::: Records for processing :::
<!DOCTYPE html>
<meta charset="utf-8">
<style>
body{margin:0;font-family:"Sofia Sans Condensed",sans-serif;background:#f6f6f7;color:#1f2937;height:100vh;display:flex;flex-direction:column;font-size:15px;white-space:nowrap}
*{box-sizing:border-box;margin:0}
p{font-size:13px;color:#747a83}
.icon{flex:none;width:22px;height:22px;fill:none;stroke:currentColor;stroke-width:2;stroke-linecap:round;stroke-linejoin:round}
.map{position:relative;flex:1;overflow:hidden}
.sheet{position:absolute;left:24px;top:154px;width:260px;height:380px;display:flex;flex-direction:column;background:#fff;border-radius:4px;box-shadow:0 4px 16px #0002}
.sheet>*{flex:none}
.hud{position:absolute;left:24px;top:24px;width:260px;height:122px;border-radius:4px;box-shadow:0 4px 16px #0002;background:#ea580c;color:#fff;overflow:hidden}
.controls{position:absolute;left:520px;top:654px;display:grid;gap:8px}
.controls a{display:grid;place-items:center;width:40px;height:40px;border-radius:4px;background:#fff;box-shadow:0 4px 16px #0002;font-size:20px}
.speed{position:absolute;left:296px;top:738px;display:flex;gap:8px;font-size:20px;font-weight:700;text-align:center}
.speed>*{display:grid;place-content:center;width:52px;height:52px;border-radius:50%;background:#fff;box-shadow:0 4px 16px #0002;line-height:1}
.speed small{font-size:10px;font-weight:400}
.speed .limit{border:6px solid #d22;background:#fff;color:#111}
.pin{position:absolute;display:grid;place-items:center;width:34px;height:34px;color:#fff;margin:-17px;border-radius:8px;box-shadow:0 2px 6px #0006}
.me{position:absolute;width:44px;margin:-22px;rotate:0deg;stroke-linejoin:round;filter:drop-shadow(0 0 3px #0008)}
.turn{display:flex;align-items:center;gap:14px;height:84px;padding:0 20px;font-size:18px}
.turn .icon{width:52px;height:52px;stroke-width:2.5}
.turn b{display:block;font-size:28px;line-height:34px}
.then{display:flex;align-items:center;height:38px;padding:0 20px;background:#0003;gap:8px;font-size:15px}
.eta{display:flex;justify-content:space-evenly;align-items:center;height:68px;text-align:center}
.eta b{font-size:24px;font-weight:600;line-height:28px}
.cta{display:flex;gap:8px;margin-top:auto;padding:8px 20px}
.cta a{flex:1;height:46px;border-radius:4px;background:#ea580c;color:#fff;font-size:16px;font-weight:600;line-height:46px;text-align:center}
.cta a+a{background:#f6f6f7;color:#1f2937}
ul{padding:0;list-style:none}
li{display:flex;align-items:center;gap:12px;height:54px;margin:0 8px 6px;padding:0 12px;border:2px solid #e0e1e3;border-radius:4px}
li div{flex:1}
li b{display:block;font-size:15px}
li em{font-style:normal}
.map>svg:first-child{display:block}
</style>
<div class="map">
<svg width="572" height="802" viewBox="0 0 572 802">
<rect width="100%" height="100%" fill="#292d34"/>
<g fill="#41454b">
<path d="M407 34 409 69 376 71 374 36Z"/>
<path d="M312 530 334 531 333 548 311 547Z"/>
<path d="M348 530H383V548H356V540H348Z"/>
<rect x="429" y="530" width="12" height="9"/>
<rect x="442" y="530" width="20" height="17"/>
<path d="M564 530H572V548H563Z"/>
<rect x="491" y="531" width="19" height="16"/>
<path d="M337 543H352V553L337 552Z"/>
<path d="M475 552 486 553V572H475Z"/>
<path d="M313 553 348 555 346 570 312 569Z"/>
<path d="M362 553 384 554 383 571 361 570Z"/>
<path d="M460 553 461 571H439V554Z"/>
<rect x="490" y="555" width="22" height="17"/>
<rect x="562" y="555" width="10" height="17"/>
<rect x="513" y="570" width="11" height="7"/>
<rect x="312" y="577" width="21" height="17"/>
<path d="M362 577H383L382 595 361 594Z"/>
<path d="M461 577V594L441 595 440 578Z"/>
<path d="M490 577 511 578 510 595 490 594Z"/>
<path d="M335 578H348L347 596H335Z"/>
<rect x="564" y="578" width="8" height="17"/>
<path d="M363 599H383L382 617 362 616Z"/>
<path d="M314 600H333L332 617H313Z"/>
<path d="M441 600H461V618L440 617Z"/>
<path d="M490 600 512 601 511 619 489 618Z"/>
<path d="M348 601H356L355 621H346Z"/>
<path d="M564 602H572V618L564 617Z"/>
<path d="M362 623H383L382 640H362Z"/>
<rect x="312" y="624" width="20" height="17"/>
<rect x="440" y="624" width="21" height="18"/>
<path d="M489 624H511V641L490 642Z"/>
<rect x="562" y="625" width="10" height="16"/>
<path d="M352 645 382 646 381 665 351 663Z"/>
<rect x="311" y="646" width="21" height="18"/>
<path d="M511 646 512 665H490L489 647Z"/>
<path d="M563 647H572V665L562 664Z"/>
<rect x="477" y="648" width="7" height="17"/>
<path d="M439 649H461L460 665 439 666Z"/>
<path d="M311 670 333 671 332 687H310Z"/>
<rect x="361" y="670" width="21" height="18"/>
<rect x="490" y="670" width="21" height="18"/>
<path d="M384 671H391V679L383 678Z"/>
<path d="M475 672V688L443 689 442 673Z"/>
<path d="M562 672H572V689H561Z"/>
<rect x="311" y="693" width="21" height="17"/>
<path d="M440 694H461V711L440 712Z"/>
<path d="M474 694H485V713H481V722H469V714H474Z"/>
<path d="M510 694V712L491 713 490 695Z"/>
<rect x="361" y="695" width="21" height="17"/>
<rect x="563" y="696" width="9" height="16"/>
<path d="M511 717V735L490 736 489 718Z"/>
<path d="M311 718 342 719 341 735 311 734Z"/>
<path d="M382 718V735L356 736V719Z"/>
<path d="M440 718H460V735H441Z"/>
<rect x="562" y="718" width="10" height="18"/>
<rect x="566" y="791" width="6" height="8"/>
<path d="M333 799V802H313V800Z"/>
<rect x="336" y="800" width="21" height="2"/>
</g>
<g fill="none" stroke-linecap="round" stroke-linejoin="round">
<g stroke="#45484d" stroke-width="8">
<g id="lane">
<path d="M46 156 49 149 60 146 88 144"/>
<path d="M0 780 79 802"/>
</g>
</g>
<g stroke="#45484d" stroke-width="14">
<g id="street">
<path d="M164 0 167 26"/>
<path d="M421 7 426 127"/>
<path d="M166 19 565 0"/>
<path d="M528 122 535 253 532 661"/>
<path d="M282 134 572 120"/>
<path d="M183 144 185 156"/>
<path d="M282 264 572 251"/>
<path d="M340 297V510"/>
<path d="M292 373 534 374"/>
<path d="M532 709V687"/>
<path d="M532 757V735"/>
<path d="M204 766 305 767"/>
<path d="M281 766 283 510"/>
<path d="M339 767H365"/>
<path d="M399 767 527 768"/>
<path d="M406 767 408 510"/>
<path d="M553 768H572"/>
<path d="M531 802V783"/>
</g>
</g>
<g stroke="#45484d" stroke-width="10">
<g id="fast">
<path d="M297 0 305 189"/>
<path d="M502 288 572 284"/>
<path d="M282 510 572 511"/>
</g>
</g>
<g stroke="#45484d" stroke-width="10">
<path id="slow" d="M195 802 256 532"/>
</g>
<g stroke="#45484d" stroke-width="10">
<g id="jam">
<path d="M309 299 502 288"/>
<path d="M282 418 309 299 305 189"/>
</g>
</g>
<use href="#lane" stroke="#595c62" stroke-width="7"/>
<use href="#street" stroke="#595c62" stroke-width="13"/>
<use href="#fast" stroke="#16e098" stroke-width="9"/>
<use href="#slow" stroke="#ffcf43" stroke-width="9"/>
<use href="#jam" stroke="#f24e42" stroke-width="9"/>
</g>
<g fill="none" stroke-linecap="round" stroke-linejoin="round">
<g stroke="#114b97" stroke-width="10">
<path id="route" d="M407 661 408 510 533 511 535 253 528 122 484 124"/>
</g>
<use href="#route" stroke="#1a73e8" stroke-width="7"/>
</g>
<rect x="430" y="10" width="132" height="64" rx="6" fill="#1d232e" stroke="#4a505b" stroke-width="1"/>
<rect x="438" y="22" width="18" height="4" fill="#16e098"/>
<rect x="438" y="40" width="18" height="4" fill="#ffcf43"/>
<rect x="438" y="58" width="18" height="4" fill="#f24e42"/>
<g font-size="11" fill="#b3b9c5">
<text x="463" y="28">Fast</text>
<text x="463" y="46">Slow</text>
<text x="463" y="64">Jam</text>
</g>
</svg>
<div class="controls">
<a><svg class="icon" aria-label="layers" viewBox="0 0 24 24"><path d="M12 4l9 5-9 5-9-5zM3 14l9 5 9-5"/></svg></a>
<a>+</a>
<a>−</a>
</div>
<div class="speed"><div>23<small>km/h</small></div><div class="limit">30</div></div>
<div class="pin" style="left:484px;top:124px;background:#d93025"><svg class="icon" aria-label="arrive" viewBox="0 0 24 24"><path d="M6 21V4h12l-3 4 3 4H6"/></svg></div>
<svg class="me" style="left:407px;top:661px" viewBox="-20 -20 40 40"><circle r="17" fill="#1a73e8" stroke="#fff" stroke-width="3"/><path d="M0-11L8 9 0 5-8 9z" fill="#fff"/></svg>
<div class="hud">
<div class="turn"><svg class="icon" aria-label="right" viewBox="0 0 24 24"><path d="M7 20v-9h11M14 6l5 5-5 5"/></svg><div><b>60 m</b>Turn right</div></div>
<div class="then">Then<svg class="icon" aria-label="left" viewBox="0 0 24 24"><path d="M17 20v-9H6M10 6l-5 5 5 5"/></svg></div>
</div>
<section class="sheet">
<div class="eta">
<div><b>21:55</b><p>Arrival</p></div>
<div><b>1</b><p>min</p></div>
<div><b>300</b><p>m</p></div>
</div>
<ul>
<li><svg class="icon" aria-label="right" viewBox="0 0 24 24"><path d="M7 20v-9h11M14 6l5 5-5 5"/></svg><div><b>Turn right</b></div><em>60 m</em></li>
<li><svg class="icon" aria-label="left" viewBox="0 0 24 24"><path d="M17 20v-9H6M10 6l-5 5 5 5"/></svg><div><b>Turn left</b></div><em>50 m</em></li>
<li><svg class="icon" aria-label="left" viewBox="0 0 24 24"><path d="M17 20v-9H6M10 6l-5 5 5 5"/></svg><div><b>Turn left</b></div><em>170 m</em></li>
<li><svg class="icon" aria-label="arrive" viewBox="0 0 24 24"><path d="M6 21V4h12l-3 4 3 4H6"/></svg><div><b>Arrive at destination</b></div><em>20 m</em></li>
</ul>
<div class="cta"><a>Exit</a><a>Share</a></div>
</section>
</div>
:::
_Task description_.
Only the number should be given: how many lines in the entries above contain the string "linejoin"?

_Finished task_.
4